____ Data for analysis

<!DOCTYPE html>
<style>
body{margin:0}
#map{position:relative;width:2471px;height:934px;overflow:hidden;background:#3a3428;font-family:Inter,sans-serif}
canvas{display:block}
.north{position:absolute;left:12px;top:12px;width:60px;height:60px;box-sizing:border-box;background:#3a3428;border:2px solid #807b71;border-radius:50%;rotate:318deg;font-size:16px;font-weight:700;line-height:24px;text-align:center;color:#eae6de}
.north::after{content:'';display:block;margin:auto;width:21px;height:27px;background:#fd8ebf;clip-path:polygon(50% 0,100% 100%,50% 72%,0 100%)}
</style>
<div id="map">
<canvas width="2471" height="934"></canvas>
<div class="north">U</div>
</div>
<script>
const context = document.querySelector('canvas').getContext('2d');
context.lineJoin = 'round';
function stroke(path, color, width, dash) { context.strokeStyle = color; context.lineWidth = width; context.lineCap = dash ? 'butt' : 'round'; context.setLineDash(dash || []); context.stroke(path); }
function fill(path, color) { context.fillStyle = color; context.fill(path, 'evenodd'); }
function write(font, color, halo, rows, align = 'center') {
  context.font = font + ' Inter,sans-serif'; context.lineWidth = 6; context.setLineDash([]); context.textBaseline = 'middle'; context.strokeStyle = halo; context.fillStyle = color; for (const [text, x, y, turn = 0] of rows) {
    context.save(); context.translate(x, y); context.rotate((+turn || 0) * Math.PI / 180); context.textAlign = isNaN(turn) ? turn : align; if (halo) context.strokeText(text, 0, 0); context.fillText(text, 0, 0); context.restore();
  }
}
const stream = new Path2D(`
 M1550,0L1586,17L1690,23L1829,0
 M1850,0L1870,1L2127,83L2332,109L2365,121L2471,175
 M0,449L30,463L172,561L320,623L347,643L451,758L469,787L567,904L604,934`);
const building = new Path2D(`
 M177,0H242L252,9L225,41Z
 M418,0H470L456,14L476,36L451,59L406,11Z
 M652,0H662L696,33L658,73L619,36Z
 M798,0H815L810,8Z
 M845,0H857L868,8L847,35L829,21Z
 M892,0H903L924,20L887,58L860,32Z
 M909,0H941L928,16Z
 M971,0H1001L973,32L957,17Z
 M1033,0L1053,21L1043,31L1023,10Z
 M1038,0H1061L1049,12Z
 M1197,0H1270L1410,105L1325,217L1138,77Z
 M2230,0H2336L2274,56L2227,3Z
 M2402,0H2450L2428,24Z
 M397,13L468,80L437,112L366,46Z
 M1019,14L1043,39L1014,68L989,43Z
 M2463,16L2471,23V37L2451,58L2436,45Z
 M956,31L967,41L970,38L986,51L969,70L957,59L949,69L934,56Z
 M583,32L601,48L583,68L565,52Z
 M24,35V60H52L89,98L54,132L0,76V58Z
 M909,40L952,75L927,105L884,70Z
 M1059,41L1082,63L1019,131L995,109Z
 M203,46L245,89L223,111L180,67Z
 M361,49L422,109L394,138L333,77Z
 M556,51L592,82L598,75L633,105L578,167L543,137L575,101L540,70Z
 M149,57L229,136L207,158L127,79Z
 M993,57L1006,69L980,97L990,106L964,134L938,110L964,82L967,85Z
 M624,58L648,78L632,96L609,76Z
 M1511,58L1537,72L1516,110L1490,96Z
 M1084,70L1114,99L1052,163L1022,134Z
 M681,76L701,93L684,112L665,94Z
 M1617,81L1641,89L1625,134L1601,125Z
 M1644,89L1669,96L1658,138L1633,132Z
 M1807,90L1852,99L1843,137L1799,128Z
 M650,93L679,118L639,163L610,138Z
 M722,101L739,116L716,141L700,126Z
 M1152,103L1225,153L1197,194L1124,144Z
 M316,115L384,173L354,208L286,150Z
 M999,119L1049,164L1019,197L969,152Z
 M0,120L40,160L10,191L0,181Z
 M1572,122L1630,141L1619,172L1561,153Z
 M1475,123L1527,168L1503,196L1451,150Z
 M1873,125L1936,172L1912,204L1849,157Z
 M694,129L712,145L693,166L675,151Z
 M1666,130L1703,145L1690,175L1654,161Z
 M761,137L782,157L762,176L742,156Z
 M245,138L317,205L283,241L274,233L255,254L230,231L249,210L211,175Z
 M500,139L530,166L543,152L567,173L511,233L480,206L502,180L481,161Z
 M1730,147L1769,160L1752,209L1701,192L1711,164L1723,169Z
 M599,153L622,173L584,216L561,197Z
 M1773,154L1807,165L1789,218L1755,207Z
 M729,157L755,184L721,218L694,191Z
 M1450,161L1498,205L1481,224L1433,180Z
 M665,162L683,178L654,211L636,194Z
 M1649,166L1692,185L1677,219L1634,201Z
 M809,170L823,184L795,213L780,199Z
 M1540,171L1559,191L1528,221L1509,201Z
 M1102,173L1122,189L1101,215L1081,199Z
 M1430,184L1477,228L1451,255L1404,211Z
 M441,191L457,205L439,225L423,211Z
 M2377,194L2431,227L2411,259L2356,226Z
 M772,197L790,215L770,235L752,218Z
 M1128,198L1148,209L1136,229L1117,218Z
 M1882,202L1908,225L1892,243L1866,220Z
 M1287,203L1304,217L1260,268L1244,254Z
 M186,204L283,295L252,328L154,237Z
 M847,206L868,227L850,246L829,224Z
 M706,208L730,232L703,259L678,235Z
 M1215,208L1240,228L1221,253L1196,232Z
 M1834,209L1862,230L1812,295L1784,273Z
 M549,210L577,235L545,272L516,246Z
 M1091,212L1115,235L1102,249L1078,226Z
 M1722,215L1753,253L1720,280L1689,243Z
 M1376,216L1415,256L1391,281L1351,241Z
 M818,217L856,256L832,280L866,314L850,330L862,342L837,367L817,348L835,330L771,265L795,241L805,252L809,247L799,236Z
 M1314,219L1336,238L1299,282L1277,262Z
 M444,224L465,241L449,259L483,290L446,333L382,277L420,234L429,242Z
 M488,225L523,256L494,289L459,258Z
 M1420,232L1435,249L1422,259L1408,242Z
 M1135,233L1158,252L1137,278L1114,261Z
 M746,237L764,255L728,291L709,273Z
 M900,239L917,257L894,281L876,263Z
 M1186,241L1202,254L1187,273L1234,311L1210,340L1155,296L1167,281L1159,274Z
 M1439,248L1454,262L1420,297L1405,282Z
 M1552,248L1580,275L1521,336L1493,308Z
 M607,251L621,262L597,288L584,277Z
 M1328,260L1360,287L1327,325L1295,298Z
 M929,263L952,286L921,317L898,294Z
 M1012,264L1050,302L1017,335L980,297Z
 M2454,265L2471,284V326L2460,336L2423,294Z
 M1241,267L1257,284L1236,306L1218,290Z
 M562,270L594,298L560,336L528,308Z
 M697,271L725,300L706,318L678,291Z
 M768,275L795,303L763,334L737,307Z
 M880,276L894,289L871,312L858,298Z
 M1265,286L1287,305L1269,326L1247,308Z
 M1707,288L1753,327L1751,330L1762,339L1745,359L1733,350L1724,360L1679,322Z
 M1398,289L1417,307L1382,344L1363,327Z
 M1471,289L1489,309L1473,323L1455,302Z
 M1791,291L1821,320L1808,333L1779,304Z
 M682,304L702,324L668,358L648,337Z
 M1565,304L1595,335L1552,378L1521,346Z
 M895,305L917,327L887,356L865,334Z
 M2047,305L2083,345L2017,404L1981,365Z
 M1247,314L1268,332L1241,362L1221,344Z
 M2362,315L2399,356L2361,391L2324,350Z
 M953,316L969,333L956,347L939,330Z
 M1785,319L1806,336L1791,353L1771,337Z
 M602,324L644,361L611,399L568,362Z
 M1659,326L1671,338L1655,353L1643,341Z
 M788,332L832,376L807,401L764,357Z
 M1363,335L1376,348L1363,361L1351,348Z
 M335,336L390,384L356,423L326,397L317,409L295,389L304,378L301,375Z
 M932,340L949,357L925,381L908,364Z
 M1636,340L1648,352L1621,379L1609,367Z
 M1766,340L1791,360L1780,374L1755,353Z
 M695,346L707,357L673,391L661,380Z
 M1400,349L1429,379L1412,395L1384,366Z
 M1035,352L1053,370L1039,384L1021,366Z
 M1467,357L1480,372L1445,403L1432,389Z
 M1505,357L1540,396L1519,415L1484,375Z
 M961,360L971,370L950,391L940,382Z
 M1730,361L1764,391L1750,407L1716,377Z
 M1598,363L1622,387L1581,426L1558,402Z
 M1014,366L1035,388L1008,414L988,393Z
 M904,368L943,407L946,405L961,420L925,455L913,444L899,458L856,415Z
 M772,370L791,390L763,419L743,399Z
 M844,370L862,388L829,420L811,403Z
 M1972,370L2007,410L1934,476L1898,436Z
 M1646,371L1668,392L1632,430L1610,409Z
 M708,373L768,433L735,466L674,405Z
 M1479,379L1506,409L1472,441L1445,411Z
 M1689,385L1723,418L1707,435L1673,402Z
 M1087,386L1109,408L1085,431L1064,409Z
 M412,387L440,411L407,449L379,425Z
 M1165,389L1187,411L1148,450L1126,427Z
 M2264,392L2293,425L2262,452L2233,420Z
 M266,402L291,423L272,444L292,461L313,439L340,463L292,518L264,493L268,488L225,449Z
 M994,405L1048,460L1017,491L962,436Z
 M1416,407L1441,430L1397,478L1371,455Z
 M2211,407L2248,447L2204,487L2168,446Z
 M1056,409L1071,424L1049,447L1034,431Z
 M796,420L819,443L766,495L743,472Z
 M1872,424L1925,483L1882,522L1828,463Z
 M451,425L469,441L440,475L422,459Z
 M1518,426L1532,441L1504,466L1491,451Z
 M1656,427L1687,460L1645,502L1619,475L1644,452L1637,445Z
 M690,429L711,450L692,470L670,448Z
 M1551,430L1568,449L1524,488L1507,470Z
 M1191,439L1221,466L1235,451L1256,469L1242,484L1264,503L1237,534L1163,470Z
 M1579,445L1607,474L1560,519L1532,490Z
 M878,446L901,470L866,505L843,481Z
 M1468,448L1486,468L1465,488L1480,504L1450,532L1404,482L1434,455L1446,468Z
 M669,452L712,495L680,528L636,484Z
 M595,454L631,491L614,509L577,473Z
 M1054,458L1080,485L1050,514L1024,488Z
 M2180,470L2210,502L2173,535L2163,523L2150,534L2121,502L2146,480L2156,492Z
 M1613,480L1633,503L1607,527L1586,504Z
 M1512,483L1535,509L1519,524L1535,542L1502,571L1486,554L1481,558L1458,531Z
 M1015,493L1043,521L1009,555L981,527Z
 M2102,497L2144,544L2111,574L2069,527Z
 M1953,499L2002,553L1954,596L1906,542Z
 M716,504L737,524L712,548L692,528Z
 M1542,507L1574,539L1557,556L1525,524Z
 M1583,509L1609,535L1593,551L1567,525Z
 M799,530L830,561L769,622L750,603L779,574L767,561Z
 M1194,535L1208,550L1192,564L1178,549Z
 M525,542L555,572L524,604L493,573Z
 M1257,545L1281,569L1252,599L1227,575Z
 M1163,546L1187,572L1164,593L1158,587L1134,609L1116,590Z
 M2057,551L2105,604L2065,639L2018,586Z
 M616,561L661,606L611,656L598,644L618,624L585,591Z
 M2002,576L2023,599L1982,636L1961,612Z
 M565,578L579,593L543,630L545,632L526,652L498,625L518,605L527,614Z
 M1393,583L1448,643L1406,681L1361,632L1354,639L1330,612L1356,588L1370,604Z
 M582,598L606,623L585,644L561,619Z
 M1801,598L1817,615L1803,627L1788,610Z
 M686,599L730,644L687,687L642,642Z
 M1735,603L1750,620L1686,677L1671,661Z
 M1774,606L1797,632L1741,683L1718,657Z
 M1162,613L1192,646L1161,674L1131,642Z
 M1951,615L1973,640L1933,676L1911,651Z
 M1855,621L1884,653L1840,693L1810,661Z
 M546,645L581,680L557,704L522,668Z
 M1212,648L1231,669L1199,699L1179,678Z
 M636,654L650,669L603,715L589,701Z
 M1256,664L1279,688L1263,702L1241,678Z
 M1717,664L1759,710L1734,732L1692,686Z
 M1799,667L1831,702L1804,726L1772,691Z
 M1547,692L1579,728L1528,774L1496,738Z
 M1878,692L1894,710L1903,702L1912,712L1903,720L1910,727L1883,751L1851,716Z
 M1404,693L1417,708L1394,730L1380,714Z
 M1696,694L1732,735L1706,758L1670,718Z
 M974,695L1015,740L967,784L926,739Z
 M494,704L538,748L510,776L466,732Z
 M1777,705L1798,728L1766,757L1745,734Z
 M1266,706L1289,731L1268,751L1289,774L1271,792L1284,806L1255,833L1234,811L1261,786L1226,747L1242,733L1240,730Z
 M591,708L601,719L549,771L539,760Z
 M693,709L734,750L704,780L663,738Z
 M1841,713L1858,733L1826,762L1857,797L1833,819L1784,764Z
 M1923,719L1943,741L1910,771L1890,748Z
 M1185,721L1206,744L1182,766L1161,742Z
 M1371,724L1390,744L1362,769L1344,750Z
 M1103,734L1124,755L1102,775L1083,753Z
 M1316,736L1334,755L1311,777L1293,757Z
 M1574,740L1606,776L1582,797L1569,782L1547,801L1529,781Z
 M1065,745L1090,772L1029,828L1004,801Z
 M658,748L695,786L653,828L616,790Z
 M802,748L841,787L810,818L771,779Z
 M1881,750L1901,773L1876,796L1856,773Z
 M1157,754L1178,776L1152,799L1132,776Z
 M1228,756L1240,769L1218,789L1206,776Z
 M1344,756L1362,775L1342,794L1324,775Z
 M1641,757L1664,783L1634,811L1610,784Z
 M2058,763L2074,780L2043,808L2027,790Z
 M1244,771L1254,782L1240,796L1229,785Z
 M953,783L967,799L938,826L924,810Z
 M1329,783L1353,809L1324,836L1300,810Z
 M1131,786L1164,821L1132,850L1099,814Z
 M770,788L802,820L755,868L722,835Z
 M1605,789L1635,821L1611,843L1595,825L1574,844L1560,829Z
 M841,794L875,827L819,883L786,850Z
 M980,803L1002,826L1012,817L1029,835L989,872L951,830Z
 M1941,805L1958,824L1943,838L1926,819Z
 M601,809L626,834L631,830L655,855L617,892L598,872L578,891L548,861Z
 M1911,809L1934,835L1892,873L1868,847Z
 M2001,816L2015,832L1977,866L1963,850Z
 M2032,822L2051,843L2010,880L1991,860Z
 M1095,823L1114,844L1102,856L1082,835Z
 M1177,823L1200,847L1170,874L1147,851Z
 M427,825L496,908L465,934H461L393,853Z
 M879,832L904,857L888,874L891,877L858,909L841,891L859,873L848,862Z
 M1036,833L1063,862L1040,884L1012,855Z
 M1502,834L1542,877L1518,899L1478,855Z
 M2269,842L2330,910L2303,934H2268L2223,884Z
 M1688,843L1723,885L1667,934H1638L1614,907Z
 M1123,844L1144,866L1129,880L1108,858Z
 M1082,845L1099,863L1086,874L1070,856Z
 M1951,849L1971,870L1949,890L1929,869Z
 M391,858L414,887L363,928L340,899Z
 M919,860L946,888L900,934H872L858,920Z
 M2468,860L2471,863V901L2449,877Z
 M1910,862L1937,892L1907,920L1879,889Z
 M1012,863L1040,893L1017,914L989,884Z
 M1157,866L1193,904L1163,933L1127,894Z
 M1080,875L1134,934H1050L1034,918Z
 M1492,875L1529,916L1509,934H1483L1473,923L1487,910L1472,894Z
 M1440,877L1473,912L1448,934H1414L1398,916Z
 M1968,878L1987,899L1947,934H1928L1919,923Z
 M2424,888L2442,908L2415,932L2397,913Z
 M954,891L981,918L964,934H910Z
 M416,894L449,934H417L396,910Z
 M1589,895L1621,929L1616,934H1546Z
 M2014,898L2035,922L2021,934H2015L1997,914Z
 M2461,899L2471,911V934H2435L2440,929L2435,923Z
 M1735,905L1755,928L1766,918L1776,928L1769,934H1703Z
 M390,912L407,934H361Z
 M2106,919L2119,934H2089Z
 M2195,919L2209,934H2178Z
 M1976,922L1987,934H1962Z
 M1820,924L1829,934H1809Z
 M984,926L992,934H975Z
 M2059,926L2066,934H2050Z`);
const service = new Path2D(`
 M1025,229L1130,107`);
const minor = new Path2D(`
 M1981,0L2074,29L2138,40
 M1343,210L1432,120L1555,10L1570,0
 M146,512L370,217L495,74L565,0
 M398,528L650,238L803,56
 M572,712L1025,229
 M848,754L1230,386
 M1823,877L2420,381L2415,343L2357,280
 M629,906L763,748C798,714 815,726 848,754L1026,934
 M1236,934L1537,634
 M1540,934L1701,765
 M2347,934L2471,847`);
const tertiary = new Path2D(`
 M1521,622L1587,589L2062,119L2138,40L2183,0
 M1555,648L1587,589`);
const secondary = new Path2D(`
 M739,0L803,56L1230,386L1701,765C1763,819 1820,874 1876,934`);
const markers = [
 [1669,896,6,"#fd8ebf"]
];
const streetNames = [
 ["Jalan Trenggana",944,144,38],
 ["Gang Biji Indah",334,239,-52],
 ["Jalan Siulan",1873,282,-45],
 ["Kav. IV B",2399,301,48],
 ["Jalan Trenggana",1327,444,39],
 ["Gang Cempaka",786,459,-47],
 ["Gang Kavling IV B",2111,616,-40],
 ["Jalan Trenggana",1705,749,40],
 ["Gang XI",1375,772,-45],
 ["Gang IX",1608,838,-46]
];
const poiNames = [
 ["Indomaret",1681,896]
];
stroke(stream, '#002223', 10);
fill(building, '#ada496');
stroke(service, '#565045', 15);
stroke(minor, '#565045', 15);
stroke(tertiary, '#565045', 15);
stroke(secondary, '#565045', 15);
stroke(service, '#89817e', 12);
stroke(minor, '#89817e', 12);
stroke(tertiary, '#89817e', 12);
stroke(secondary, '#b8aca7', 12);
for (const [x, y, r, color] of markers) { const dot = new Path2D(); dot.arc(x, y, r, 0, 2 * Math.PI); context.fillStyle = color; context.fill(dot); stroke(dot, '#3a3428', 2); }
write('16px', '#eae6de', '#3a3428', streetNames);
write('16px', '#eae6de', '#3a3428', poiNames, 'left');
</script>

________

Assignment: Copy the entries word for word. Start at the first line and end with the line containing "M1197,0H1270L1410,105L1325,217L1138,77Z".

Answer to this problem:
<!DOCTYPE html>
<style>
body{margin:0}
#map{position:relative;width:2471px;height:934px;overflow:hidden;background:#3a3428;font-family:Inter,sans-serif}
canvas{display:block}
.north{position:absolute;left:12px;top:12px;width:60px;height:60px;box-sizing:border-box;background:#3a3428;border:2px solid #807b71;border-radius:50%;rotate:318deg;font-size:16px;font-weight:700;line-height:24px;text-align:center;color:#eae6de}
.north::after{content:'';display:block;margin:auto;width:21px;height:27px;background:#fd8ebf;clip-path:polygon(50% 0,100% 100%,50% 72%,0 100%)}
</style>
<div id="map">
<canvas width="2471" height="934"></canvas>
<div class="north">U</div>
</div>
<script>
const context = document.querySelector('canvas').getContext('2d');
context.lineJoin = 'round';
function stroke(path, color, width, dash) { context.strokeStyle = color; context.lineWidth = width; context.lineCap = dash ? 'butt' : 'round'; context.setLineDash(dash || []); context.stroke(path); }
function fill(path, color) { context.fillStyle = color; context.fill(path, 'evenodd'); }
function write(font, color, halo, rows, align = 'center') {
  context.font = font + ' Inter,sans-serif'; context.lineWidth = 6; context.setLineDash([]); context.textBaseline = 'middle'; context.strokeStyle = halo; context.fillStyle = color; for (const [text, x, y, turn = 0] of rows) {
    context.save(); context.translate(x, y); context.rotate((+turn || 0) * Math.PI / 180); context.textAlign = isNaN(turn) ? turn : align; if (halo) context.strokeText(text, 0, 0); context.fillText(text, 0, 0); context.restore();
  }
}
const stream = new Path2D(`
 M1550,0L1586,17L1690,23L1829,0
 M1850,0L1870,1L2127,83L2332,109L2365,121L2471,175
 M0,449L30,463L172,561L320,623L347,643L451,758L469,787L567,904L604,934`);
const building = new Path2D(`
 M177,0H242L252,9L225,41Z
 M418,0H470L456,14L476,36L451,59L406,11Z
 M652,0H662L696,33L658,73L619,36Z
 M798,0H815L810,8Z
 M845,0H857L868,8L847,35L829,21Z
 M892,0H903L924,20L887,58L860,32Z
 M909,0H941L928,16Z
 M971,0H1001L973,32L957,17Z
 M1033,0L1053,21L1043,31L1023,10Z
 M1038,0H1061L1049,12Z
 M1197,0H1270L1410,105L1325,217L1138,77Z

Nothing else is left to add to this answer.